Boston – Yesterday, the Federal Reserve Board, Federal Deposit Insurance Corp., Office of the Comptroller of the Currency, Consumer Financial Protection Bureau, and National Credit Union Administration released an Interagency Statement on the Use of Alternative Data in Credit Underwriting.
Chi Chi Wu, staff attorney at the National Consumer Law Center, issued the following statement about the banking regulators’ guidance:
“I am pleased to see that the bank regulators have taken a measured approach to alternative data, encouraging the use of the more promising forms, such as cash flow data, while cautioning about data that could present “greater consumer protection risks.” While the regulators do not identify what types of data could present these greater risks, in our opinion social media and Big Data are examples.
With alternative data, our mantra is the “devil is in the details” and the Interagency Statement appears to follow such an approach. For example, the Interagency Statement notes the benefits of using alternative data as part of a “Second Look” approach, i.e., only for applicants who cannot access credit, something we’ve supported as well because it does not affect consumers who are already considered creditworthy.

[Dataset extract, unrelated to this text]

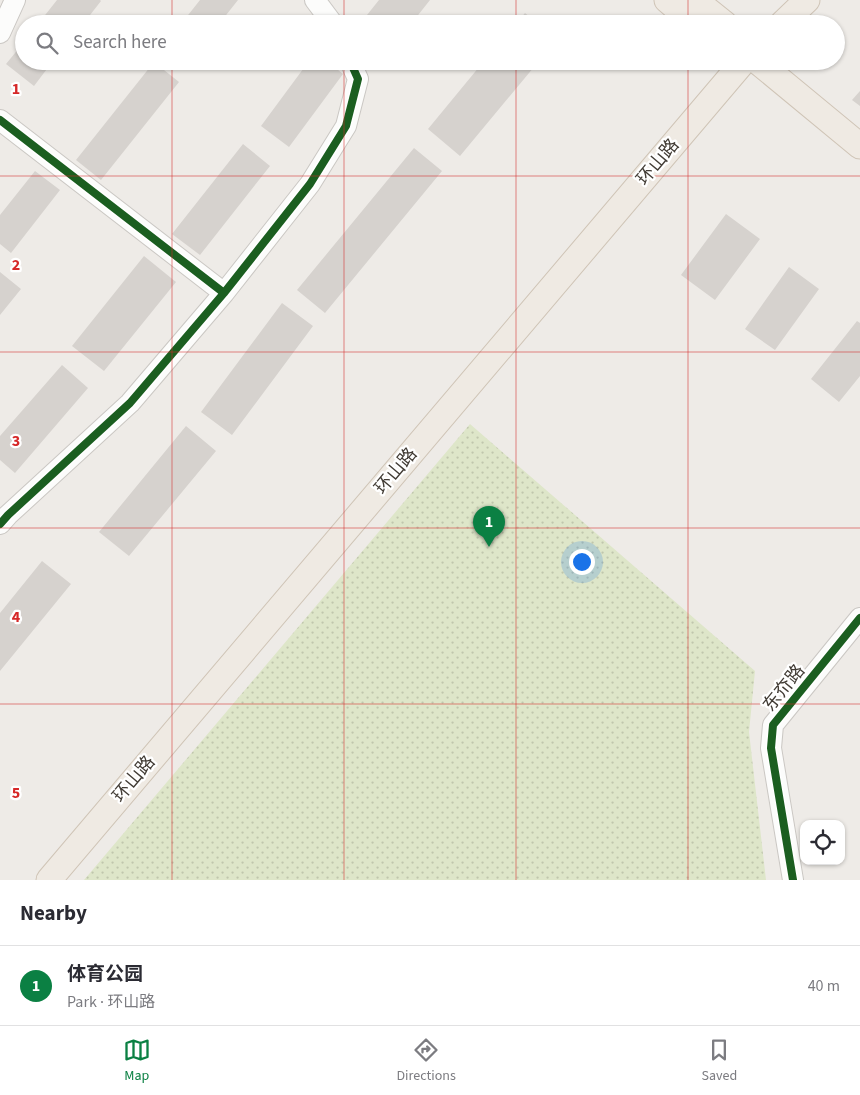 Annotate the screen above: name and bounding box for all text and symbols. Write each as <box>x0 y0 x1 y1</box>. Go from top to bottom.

“The bank regulators’ focus on consumer protection laws, such as the Fair Credit Reporting Act, unfair and deceptive acts and practices statutes, and fair lending laws, is important, and we think the applicability of these laws should be stated in the strongest and clearest terms possible. Yet it is also important to encourage lenders to be open to the more promising forms of alternative data, such as cash flow, given how slow some of them have been to adopt even newer credit scoring models based on traditional credit reports so a nudge may be useful here.
“One issue that does need greater guidance is consumer control over alternative data, especially bank account transactions. The Interagency Statement notes that consumers can “expressly permission access to their cash flow data, which enhances transparency and consumers’ control over the data.” However, protections are necessary to ensure that such permission is not abused, i.e., that permission granted for credit underwriting is not later used for a purpose the consumer never intended, such as targeted marketing or debt collection.”